→ Material provided:
[Start of section]

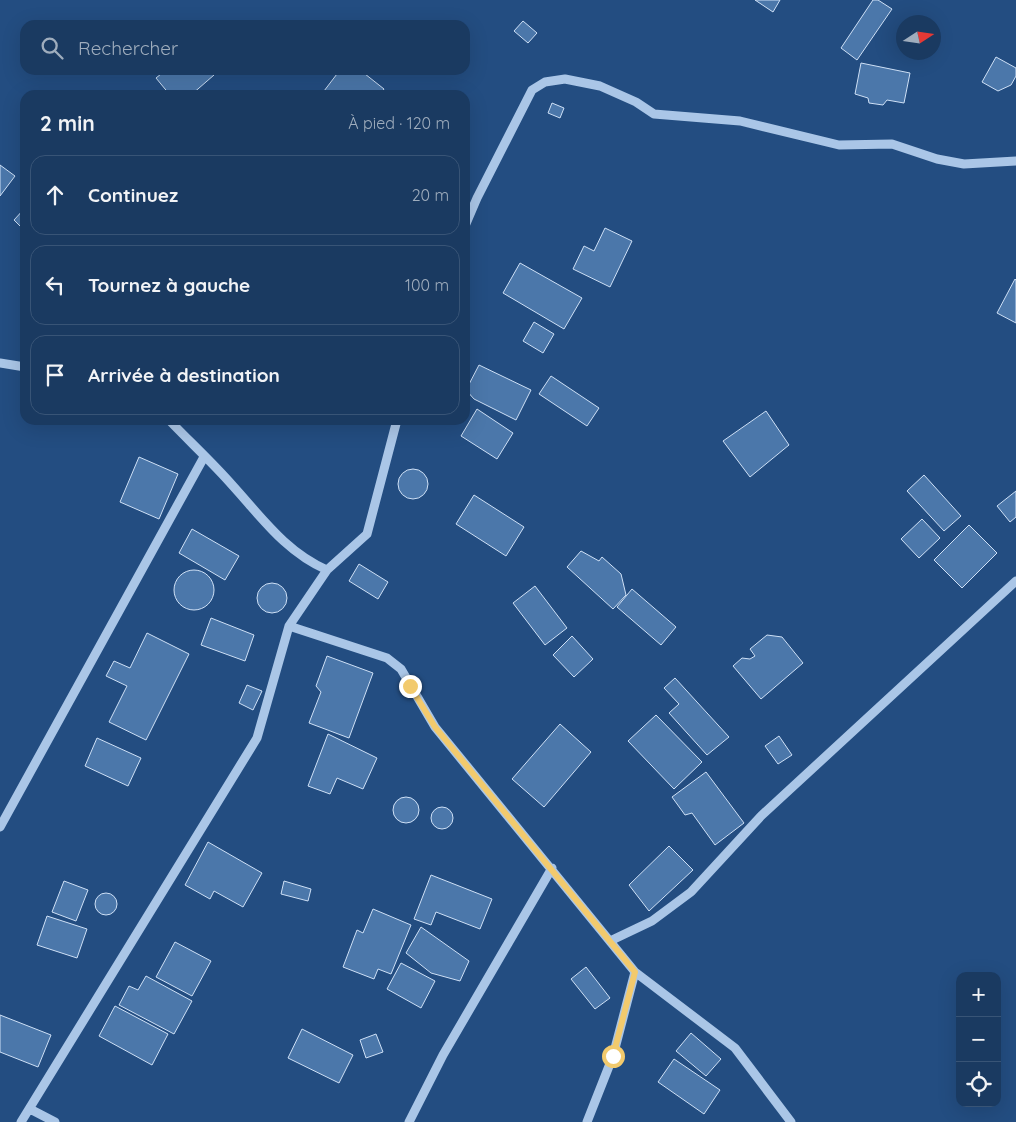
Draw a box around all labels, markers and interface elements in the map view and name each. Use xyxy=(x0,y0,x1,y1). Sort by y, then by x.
north arrow xyxy=(896,15,941,60)
search box xyxy=(20,20,470,75)
icon: search xyxy=(38,34,66,62)
text: Rechercher xyxy=(78,36,178,60)
text: 2 min xyxy=(40,110,95,136)
text: À pied · 120 m xyxy=(348,113,450,133)
icon: ahead xyxy=(41,181,69,209)
text: Continuez xyxy=(88,183,178,207)
text: 20 m xyxy=(412,185,449,205)
icon: left xyxy=(41,271,69,299)
text: Tournez à gauche xyxy=(88,273,250,297)
text: 100 m xyxy=(405,275,449,295)
icon: arrive xyxy=(41,361,69,389)
text: Arrivée à destination xyxy=(88,363,280,387)
route end xyxy=(399,675,422,698)
map controls xyxy=(956,972,1001,1107)
button: + xyxy=(956,972,1001,1017)
button: − xyxy=(956,1017,1001,1062)
route start xyxy=(602,1045,625,1068)
button: locate xyxy=(956,1062,1001,1107)

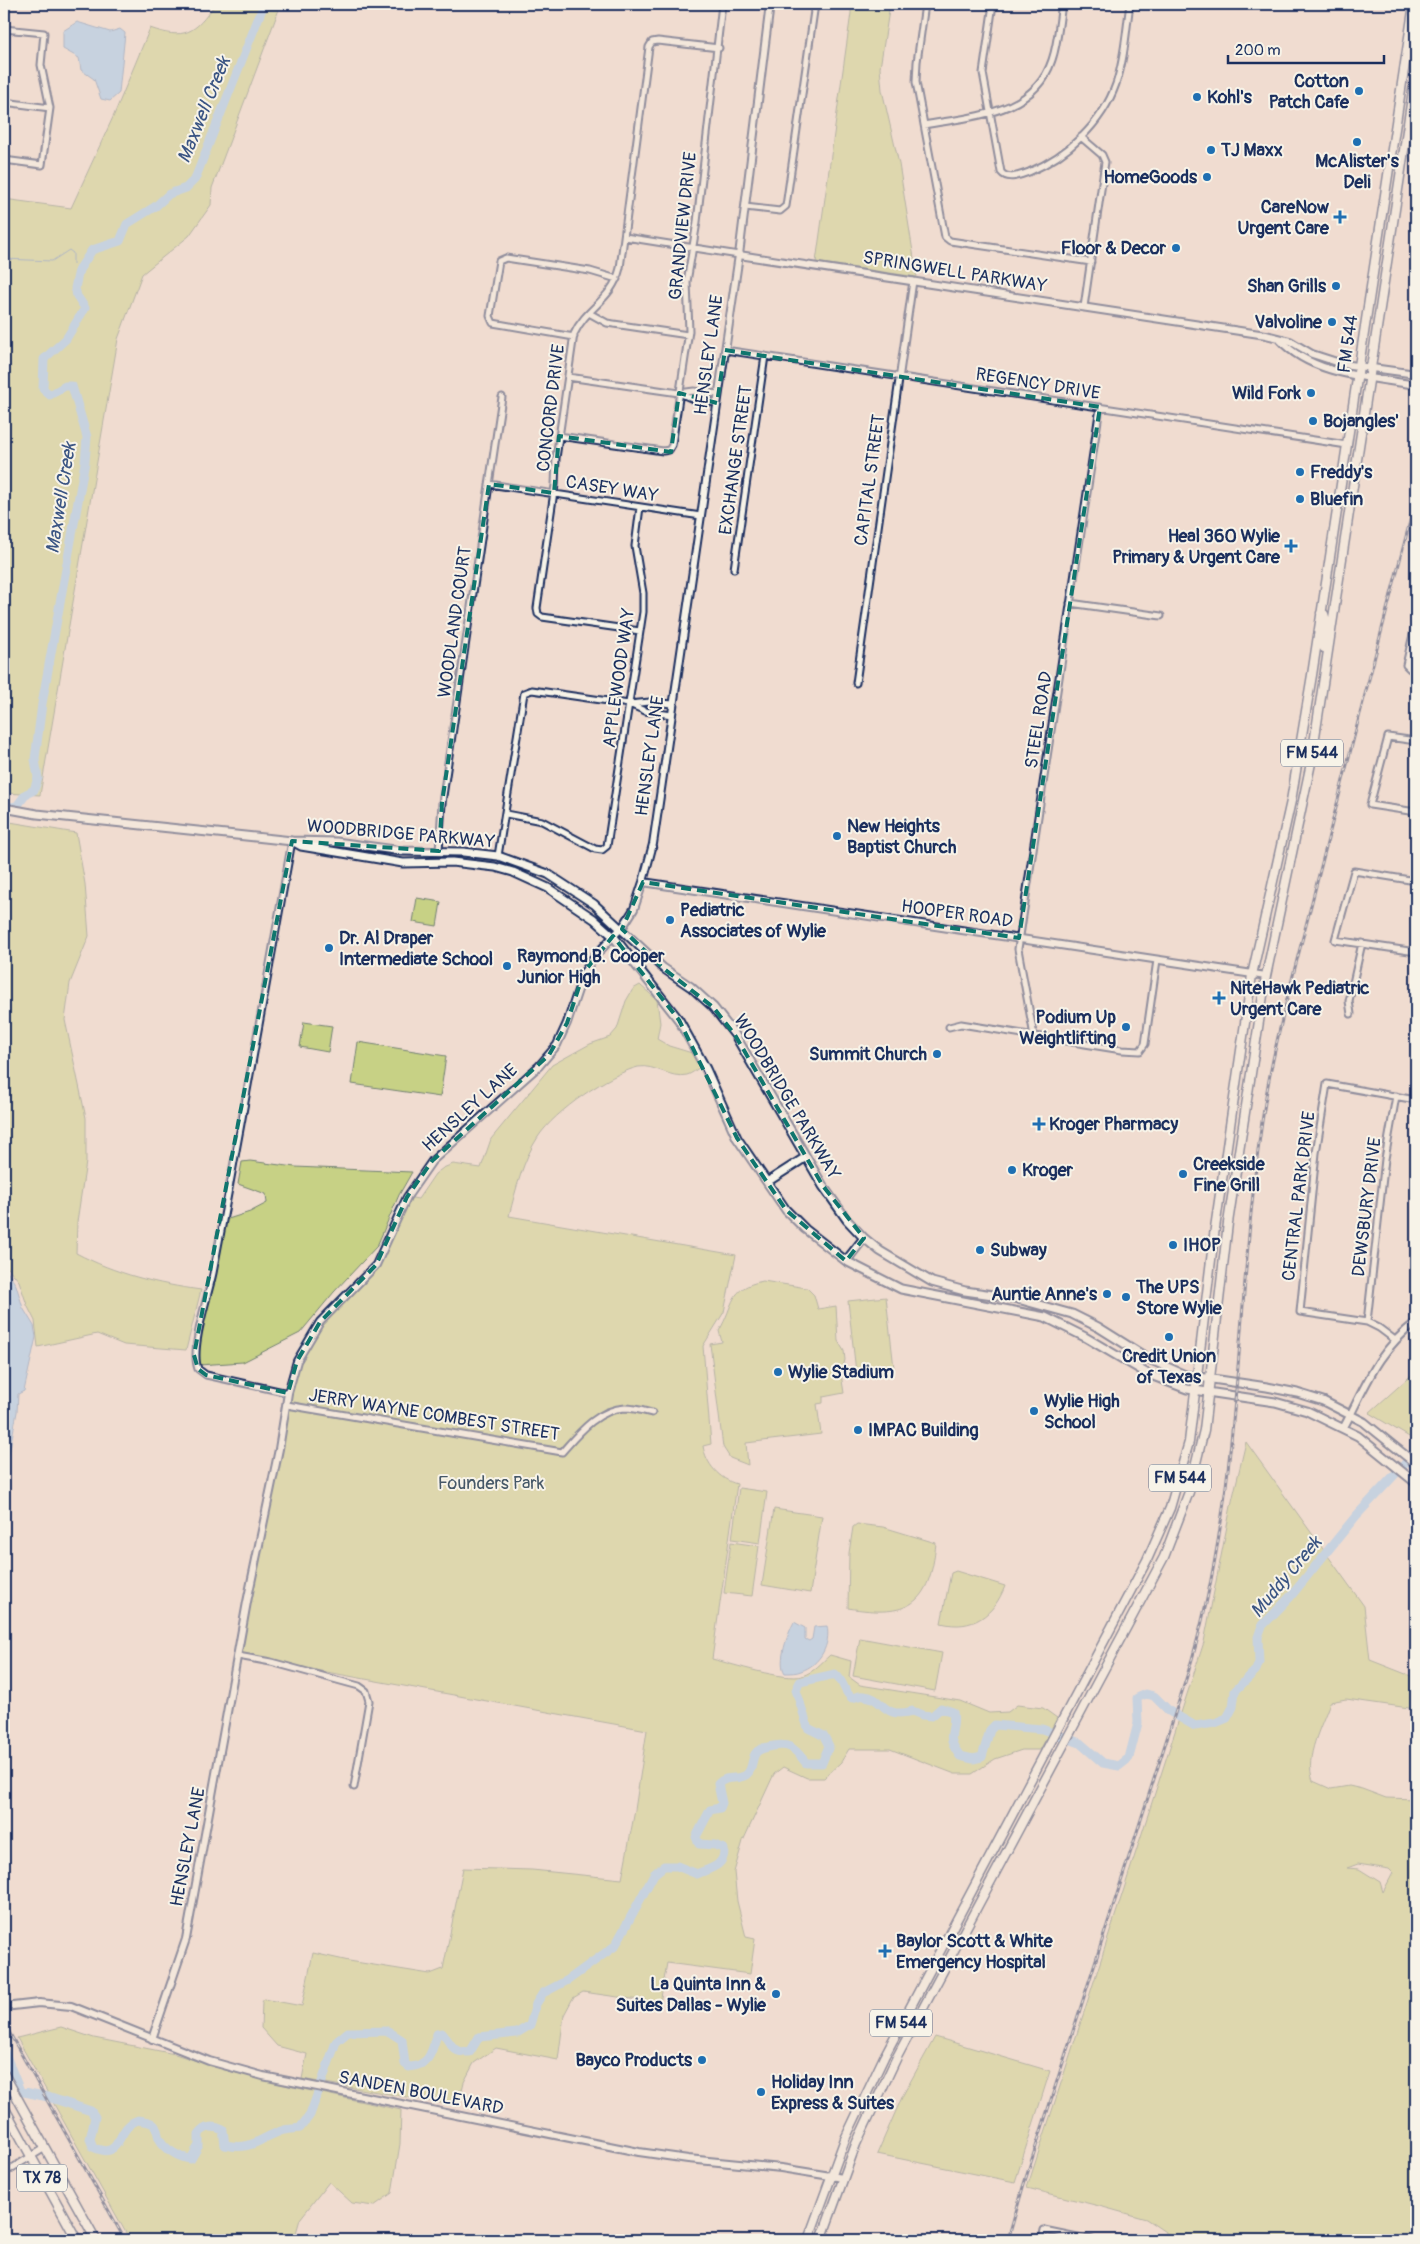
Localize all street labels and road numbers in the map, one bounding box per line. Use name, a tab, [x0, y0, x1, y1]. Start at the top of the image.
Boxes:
street label: GRANDVIEW DRIVE	[664, 151, 702, 301]
street label: SPRINGWELL PARKWAY	[861, 246, 1049, 298]
street label: HENSLEY LANE	[689, 293, 729, 417]
street label: FM 544	[1333, 313, 1364, 374]
street label: CONCORD DRIVE	[532, 343, 570, 473]
street label: REGENCY DRIVE	[974, 363, 1102, 405]
street label: EXCHANGE STREET	[714, 384, 758, 536]
street label: CAPITAL STREET	[849, 413, 891, 547]
street label: CASEY WAY	[564, 470, 660, 508]
street label: WOODLAND COURT	[433, 545, 477, 699]
street label: APPLEWOOD WAY	[598, 606, 640, 749]
street label: STEEL ROAD	[1020, 670, 1058, 770]
street label: HENSLEY LANE	[630, 694, 670, 818]
road number: FM 544	[1281, 740, 1343, 766]
street label: WOODBRIDGE PARKWAY	[306, 814, 497, 854]
street label: HOOPER ROAD	[900, 895, 1014, 933]
street label: WOODBRIDGE PARKWAY	[728, 1010, 846, 1184]
street label: HENSLEY LANE	[417, 1059, 523, 1157]
street label: CENTRAL PARK DRIVE	[1277, 1110, 1321, 1282]
street label: DEWSBURY DRIVE	[1347, 1136, 1387, 1278]
street label: JERRY WAYNE COMBEST STREET	[307, 1384, 561, 1446]
road number: FM 544	[1149, 1465, 1211, 1492]
street label: HENSLEY LANE	[165, 1785, 211, 1909]
road number: FM 544	[870, 2010, 932, 2036]
street label: SANDEN BOULEVARD	[337, 2066, 505, 2120]
road number: TX 78	[17, 2164, 67, 2192]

[End of section]

→ Exercise brief: Go through the entries above and pull out each line with "LANE" in it.

→ Result:
street label: HENSLEY LANE	[689, 293, 729, 417]
street label: HENSLEY LANE	[630, 694, 670, 818]
street label: HENSLEY LANE	[417, 1059, 523, 1157]
street label: HENSLEY LANE	[165, 1785, 211, 1909]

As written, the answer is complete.